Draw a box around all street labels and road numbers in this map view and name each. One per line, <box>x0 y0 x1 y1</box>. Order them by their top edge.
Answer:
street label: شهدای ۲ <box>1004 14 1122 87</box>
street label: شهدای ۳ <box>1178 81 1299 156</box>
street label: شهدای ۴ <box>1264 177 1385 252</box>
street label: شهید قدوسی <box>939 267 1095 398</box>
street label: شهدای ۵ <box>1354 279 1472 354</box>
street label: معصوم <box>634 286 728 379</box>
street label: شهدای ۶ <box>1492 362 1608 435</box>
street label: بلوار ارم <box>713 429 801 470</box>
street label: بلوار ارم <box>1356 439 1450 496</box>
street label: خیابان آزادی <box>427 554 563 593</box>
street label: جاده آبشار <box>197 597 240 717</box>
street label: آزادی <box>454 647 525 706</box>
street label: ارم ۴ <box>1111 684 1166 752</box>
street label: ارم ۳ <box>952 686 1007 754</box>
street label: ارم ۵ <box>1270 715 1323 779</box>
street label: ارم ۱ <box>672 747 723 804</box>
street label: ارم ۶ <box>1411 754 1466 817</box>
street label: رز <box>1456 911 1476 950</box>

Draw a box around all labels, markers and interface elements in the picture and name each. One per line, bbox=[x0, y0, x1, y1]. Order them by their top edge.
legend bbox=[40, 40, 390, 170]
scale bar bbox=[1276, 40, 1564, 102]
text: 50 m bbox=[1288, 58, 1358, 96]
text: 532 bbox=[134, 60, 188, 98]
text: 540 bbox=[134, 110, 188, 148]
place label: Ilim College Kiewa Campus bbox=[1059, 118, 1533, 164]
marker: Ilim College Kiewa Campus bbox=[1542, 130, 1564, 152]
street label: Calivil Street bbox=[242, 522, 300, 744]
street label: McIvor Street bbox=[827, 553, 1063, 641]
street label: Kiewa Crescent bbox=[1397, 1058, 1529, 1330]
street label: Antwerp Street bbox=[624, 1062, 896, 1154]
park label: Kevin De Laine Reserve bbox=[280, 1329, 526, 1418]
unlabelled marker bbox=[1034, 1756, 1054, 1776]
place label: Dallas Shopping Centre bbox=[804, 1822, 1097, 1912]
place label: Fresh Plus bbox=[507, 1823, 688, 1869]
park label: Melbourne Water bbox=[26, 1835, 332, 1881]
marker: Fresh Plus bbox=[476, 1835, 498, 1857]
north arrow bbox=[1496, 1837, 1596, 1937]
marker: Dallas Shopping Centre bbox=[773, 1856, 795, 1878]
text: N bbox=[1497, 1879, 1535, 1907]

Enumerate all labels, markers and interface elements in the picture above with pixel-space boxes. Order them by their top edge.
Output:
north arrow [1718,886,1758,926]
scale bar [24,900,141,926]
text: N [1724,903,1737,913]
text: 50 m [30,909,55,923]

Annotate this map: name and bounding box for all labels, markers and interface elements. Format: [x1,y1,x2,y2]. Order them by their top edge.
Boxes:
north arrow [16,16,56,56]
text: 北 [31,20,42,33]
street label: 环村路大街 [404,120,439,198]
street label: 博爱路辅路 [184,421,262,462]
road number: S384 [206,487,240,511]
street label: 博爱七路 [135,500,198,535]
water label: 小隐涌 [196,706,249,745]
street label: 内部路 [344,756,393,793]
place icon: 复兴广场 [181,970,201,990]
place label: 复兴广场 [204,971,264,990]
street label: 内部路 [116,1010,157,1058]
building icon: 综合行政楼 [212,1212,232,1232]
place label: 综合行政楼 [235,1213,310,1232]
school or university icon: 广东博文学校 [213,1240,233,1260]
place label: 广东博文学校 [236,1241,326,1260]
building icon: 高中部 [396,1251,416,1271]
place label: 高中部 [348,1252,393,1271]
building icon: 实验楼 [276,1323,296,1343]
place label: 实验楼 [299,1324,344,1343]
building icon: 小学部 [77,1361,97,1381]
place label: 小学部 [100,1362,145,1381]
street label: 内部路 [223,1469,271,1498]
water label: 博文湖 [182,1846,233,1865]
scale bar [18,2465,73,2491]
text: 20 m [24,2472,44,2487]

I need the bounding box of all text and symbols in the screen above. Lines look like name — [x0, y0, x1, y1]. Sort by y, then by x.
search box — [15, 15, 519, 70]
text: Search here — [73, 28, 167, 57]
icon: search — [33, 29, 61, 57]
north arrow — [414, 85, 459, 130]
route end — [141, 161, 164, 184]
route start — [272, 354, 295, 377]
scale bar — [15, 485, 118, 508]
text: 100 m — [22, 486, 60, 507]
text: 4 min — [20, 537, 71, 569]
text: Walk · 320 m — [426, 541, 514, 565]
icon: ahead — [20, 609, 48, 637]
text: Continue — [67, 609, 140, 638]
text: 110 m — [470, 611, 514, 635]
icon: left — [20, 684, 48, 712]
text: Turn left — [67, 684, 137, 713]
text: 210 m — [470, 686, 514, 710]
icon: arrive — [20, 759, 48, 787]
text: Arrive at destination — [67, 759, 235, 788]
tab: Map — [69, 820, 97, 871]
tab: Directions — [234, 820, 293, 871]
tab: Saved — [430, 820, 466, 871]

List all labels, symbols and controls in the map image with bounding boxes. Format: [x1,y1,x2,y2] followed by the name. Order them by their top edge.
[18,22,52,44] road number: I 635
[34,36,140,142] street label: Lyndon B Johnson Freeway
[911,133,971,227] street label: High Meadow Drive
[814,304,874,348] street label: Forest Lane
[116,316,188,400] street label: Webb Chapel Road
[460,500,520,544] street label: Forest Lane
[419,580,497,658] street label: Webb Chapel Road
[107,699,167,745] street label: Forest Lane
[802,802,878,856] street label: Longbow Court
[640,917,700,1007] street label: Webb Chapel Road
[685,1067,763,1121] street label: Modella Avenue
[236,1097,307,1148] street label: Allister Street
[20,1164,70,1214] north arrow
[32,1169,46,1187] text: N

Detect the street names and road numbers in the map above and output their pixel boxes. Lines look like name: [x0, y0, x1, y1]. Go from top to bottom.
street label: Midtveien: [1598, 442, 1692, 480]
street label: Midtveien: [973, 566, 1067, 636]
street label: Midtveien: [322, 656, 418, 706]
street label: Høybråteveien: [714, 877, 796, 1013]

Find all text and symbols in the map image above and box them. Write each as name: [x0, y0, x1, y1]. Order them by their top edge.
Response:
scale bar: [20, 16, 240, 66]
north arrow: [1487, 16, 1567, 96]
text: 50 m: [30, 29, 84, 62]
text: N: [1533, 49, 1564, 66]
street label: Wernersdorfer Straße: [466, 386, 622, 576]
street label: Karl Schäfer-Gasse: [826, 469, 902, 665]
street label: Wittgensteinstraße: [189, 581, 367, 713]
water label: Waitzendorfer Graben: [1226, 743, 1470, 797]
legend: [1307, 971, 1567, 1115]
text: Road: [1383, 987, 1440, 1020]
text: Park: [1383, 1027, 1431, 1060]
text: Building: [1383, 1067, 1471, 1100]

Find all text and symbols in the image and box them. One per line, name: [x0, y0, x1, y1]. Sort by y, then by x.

============================================================

EXERCISE GOAL. Give back all of the records exactly as they were provided above.

EXERCISE ANSWER.
Draw a box around all street labels and road numbers in this map view and name each. One per line, <box>x0 y0 x1 y1</box>. Order them by their top edge.
Answer:
street label: شهدای ۲ <box>1004 14 1122 87</box>
street label: شهدای ۳ <box>1178 81 1299 156</box>
street label: شهدای ۴ <box>1264 177 1385 252</box>
street label: شهید قدوسی <box>939 267 1095 398</box>
street label: شهدای ۵ <box>1354 279 1472 354</box>
street label: معصوم <box>634 286 728 379</box>
street label: شهدای ۶ <box>1492 362 1608 435</box>
street label: بلوار ارم <box>713 429 801 470</box>
street label: بلوار ارم <box>1356 439 1450 496</box>
street label: خیابان آزادی <box>427 554 563 593</box>
street label: جاده آبشار <box>197 597 240 717</box>
street label: آزادی <box>454 647 525 706</box>
street label: ارم ۴ <box>1111 684 1166 752</box>
street label: ارم ۳ <box>952 686 1007 754</box>
street label: ارم ۵ <box>1270 715 1323 779</box>
street label: ارم ۱ <box>672 747 723 804</box>
street label: ارم ۶ <box>1411 754 1466 817</box>
street label: رز <box>1456 911 1476 950</box>

Draw a box around all labels, markers and interface elements in the picture and name each. One per line, bbox=[x0, y0, x1, y1]. Order them by their top edge.
legend bbox=[40, 40, 390, 170]
scale bar bbox=[1276, 40, 1564, 102]
text: 50 m bbox=[1288, 58, 1358, 96]
text: 532 bbox=[134, 60, 188, 98]
text: 540 bbox=[134, 110, 188, 148]
place label: Ilim College Kiewa Campus bbox=[1059, 118, 1533, 164]
marker: Ilim College Kiewa Campus bbox=[1542, 130, 1564, 152]
street label: Calivil Street bbox=[242, 522, 300, 744]
street label: McIvor Street bbox=[827, 553, 1063, 641]
street label: Kiewa Crescent bbox=[1397, 1058, 1529, 1330]
street label: Antwerp Street bbox=[624, 1062, 896, 1154]
park label: Kevin De Laine Reserve bbox=[280, 1329, 526, 1418]
unlabelled marker bbox=[1034, 1756, 1054, 1776]
place label: Dallas Shopping Centre bbox=[804, 1822, 1097, 1912]
place label: Fresh Plus bbox=[507, 1823, 688, 1869]
park label: Melbourne Water bbox=[26, 1835, 332, 1881]
marker: Fresh Plus bbox=[476, 1835, 498, 1857]
north arrow bbox=[1496, 1837, 1596, 1937]
marker: Dallas Shopping Centre bbox=[773, 1856, 795, 1878]
text: N bbox=[1497, 1879, 1535, 1907]

Enumerate all labels, markers and interface elements in the picture above with pixel-space boxes. Order them by their top edge.
Output:
north arrow [1718,886,1758,926]
scale bar [24,900,141,926]
text: N [1724,903,1737,913]
text: 50 m [30,909,55,923]

Annotate this map: name and bounding box for all labels, markers and interface elements. Format: [x1,y1,x2,y2]. Order them by their top edge.
Boxes:
north arrow [16,16,56,56]
text: 北 [31,20,42,33]
street label: 环村路大街 [404,120,439,198]
street label: 博爱路辅路 [184,421,262,462]
road number: S384 [206,487,240,511]
street label: 博爱七路 [135,500,198,535]
water label: 小隐涌 [196,706,249,745]
street label: 内部路 [344,756,393,793]
place icon: 复兴广场 [181,970,201,990]
place label: 复兴广场 [204,971,264,990]
street label: 内部路 [116,1010,157,1058]
building icon: 综合行政楼 [212,1212,232,1232]
place label: 综合行政楼 [235,1213,310,1232]
school or university icon: 广东博文学校 [213,1240,233,1260]
place label: 广东博文学校 [236,1241,326,1260]
building icon: 高中部 [396,1251,416,1271]
place label: 高中部 [348,1252,393,1271]
building icon: 实验楼 [276,1323,296,1343]
place label: 实验楼 [299,1324,344,1343]
building icon: 小学部 [77,1361,97,1381]
place label: 小学部 [100,1362,145,1381]
street label: 内部路 [223,1469,271,1498]
water label: 博文湖 [182,1846,233,1865]
scale bar [18,2465,73,2491]
text: 20 m [24,2472,44,2487]

I need the bounding box of all text and symbols in the screen above. Lines look like name — [x0, y0, x1, y1]. Sort by y, then by x.
search box — [15, 15, 519, 70]
text: Search here — [73, 28, 167, 57]
icon: search — [33, 29, 61, 57]
north arrow — [414, 85, 459, 130]
route end — [141, 161, 164, 184]
route start — [272, 354, 295, 377]
scale bar — [15, 485, 118, 508]
text: 100 m — [22, 486, 60, 507]
text: 4 min — [20, 537, 71, 569]
text: Walk · 320 m — [426, 541, 514, 565]
icon: ahead — [20, 609, 48, 637]
text: Continue — [67, 609, 140, 638]
text: 110 m — [470, 611, 514, 635]
icon: left — [20, 684, 48, 712]
text: Turn left — [67, 684, 137, 713]
text: 210 m — [470, 686, 514, 710]
icon: arrive — [20, 759, 48, 787]
text: Arrive at destination — [67, 759, 235, 788]
tab: Map — [69, 820, 97, 871]
tab: Directions — [234, 820, 293, 871]
tab: Saved — [430, 820, 466, 871]

List all labels, symbols and controls in the map image with bounding boxes. Format: [x1,y1,x2,y2] followed by the name. Order them by their top edge.
[18,22,52,44] road number: I 635
[34,36,140,142] street label: Lyndon B Johnson Freeway
[911,133,971,227] street label: High Meadow Drive
[814,304,874,348] street label: Forest Lane
[116,316,188,400] street label: Webb Chapel Road
[460,500,520,544] street label: Forest Lane
[419,580,497,658] street label: Webb Chapel Road
[107,699,167,745] street label: Forest Lane
[802,802,878,856] street label: Longbow Court
[640,917,700,1007] street label: Webb Chapel Road
[685,1067,763,1121] street label: Modella Avenue
[236,1097,307,1148] street label: Allister Street
[20,1164,70,1214] north arrow
[32,1169,46,1187] text: N

Detect the street names and road numbers in the map above and output their pixel boxes. Lines look like name: [x0, y0, x1, y1]. Go from top to bottom.
street label: Midtveien: [1598, 442, 1692, 480]
street label: Midtveien: [973, 566, 1067, 636]
street label: Midtveien: [322, 656, 418, 706]
street label: Høybråteveien: [714, 877, 796, 1013]

Find all text and symbols in the map image above and box them. Write each as name: [x0, y0, x1, y1]. Order them by their top edge.
Response:
scale bar: [20, 16, 240, 66]
north arrow: [1487, 16, 1567, 96]
text: 50 m: [30, 29, 84, 62]
text: N: [1533, 49, 1564, 66]
street label: Wernersdorfer Straße: [466, 386, 622, 576]
street label: Karl Schäfer-Gasse: [826, 469, 902, 665]
street label: Wittgensteinstraße: [189, 581, 367, 713]
water label: Waitzendorfer Graben: [1226, 743, 1470, 797]
legend: [1307, 971, 1567, 1115]
text: Road: [1383, 987, 1440, 1020]
text: Park: [1383, 1027, 1431, 1060]
text: Building: [1383, 1067, 1471, 1100]

Find all text and symbols in the image and box them. One per line, name: [x0, y0, x1, y1]. Sort by y, then by x.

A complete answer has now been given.